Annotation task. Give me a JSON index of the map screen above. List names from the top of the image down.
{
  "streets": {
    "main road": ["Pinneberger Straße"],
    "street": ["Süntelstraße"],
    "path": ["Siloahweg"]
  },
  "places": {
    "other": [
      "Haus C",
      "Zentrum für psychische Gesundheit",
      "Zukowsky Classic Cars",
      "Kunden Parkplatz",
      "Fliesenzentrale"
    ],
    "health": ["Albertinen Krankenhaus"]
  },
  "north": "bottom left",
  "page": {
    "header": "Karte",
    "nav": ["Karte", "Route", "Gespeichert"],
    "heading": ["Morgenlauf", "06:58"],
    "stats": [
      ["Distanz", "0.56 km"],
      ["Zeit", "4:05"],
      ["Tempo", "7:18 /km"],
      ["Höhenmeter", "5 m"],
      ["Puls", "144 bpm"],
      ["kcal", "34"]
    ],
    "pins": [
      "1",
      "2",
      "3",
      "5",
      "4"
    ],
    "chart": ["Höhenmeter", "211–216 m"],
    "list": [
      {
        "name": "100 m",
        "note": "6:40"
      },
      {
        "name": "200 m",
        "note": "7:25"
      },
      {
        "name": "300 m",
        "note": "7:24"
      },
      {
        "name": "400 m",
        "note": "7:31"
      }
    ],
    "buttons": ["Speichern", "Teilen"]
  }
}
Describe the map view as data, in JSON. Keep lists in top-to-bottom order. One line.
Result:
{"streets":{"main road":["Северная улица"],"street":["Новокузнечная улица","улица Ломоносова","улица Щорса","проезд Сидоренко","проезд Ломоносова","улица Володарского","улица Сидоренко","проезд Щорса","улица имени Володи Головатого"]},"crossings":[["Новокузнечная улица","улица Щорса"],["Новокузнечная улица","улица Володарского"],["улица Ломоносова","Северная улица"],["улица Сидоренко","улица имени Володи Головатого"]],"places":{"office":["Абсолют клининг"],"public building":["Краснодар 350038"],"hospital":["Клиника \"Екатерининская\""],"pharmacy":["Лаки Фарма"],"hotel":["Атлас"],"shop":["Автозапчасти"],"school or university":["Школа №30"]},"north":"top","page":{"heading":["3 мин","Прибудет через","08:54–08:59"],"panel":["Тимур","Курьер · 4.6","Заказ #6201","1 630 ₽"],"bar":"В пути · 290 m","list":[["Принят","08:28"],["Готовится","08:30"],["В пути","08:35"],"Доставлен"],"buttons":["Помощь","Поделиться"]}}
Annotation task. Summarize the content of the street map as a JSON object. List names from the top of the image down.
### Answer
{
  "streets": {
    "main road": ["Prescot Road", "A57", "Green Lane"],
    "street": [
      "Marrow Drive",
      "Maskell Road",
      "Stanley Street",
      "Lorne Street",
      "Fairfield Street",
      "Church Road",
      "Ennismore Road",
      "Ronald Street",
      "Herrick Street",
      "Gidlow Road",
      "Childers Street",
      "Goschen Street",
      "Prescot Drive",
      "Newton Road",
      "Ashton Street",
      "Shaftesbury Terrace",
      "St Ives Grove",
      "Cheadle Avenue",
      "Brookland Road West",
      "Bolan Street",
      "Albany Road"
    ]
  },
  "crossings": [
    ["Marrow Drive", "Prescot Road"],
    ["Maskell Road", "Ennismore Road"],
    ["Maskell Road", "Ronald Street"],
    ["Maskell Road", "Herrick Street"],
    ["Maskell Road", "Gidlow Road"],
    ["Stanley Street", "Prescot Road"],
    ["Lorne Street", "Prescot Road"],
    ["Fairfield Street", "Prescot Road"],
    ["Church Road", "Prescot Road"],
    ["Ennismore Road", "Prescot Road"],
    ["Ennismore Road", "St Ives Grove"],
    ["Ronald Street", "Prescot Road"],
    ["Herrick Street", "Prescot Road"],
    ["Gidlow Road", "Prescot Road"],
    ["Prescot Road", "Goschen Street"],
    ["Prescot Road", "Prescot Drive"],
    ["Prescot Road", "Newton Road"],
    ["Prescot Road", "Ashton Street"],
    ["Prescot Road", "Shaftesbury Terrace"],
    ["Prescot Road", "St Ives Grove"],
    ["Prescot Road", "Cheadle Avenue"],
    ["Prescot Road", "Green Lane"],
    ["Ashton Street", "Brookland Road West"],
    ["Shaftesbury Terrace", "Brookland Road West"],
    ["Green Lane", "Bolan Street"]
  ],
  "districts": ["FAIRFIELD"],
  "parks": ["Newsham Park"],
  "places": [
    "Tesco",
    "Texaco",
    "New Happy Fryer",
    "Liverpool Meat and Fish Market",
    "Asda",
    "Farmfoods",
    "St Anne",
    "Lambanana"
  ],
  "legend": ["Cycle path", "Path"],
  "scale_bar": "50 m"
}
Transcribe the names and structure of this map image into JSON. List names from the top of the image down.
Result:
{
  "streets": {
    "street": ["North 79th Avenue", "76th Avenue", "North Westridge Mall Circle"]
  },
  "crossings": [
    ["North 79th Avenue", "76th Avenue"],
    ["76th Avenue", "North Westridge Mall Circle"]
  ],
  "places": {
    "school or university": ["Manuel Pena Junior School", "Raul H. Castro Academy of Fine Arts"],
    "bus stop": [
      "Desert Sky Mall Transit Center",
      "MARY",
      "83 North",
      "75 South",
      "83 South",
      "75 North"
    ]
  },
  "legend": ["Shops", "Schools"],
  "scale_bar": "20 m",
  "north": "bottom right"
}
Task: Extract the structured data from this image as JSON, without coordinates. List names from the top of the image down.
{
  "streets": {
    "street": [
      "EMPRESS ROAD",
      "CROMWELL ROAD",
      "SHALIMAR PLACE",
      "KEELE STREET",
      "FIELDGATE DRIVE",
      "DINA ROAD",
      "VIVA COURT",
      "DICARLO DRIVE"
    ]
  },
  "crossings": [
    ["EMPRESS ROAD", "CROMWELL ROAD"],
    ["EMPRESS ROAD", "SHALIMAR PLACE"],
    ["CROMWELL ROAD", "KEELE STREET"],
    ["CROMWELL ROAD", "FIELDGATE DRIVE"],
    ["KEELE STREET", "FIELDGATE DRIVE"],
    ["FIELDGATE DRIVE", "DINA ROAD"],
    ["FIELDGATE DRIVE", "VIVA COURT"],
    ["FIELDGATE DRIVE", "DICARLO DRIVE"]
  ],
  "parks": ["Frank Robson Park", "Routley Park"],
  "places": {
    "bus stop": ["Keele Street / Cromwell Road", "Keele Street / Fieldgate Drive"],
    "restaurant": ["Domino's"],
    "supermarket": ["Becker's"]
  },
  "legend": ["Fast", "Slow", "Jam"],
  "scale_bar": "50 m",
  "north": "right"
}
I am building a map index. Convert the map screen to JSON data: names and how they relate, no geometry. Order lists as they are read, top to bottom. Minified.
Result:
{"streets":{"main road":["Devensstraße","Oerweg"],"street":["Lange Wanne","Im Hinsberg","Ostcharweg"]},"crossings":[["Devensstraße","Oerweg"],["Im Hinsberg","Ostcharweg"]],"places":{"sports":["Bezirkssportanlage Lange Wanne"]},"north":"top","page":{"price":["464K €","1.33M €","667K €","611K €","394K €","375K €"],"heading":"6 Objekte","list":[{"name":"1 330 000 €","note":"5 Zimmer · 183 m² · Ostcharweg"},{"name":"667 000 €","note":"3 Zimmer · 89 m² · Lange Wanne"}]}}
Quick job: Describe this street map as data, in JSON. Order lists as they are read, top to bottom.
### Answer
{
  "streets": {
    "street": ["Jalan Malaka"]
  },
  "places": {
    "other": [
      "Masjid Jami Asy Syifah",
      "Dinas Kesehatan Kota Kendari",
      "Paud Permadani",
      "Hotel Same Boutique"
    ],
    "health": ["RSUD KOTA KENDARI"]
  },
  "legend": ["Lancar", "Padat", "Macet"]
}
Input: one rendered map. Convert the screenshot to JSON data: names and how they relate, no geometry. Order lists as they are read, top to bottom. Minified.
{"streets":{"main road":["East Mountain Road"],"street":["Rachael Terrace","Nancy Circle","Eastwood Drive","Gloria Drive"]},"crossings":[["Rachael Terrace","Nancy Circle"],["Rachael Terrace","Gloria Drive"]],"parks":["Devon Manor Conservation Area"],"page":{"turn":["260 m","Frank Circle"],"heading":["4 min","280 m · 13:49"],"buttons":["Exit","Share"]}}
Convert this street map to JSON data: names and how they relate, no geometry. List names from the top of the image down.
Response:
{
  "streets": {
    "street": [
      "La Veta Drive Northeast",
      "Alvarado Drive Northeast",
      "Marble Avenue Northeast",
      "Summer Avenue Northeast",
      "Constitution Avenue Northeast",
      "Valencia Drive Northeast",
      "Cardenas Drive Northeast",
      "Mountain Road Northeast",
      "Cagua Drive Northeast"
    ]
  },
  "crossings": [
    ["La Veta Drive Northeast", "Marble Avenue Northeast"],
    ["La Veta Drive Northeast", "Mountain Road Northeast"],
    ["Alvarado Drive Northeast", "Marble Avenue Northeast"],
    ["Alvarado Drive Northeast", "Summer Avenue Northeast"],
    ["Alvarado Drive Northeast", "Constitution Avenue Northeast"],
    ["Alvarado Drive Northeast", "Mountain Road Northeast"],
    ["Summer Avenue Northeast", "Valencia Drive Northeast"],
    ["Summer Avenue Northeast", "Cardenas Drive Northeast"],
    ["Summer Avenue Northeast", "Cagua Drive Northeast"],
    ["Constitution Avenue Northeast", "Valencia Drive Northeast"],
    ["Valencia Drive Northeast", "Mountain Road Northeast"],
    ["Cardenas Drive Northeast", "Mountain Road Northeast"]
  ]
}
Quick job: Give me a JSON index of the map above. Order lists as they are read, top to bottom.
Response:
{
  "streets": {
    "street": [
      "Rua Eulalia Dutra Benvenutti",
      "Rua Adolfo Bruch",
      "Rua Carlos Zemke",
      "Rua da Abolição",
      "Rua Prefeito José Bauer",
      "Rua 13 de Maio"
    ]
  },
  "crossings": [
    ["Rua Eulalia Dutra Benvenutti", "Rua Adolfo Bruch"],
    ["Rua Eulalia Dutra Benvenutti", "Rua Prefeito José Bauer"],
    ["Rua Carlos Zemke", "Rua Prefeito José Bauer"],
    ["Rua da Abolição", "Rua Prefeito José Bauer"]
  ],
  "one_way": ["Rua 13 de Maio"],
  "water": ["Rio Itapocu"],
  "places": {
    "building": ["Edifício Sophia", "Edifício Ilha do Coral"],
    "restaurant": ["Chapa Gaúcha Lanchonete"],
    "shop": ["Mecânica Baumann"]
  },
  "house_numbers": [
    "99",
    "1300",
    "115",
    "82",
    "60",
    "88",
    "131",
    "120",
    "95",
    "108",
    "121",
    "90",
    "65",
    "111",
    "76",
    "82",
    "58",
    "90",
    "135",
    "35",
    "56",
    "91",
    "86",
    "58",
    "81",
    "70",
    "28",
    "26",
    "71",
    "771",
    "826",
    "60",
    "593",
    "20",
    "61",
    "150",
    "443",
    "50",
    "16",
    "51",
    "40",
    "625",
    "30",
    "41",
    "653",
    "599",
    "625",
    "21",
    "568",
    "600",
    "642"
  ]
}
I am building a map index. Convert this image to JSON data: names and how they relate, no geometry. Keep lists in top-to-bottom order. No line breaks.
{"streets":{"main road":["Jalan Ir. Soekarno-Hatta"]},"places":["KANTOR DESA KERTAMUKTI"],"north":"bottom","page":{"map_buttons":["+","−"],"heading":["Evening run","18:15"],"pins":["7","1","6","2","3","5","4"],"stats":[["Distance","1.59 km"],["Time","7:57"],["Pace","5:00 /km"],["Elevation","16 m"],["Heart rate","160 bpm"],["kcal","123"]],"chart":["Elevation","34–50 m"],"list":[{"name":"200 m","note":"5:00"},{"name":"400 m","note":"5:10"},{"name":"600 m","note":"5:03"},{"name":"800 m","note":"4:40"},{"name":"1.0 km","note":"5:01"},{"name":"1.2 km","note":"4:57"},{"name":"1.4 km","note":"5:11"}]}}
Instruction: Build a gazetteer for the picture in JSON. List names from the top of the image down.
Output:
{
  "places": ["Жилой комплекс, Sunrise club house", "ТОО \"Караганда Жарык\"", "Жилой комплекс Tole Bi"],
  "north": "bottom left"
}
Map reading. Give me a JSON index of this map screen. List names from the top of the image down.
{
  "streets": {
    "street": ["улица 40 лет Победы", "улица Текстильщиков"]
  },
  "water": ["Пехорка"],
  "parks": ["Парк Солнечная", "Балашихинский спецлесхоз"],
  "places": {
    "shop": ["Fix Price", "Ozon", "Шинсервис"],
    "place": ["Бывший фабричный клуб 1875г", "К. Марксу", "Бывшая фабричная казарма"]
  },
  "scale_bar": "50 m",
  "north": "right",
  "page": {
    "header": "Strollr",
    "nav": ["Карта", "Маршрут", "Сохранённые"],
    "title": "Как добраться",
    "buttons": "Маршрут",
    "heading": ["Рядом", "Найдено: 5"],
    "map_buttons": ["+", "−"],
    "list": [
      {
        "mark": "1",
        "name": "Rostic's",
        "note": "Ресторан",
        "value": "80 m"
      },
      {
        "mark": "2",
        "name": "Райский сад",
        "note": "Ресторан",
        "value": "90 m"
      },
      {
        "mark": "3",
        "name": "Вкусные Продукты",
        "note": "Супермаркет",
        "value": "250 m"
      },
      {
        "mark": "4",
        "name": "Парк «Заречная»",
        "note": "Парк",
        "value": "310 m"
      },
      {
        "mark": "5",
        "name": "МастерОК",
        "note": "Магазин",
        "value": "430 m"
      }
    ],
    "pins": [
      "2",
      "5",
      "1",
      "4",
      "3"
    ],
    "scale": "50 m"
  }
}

» **Task description**
In the records above, find every line with the word "VIVA" and copy it.

» **Solution for this problem**
      "VIVA COURT",
    ["FIELDGATE DRIVE", "VIVA COURT"],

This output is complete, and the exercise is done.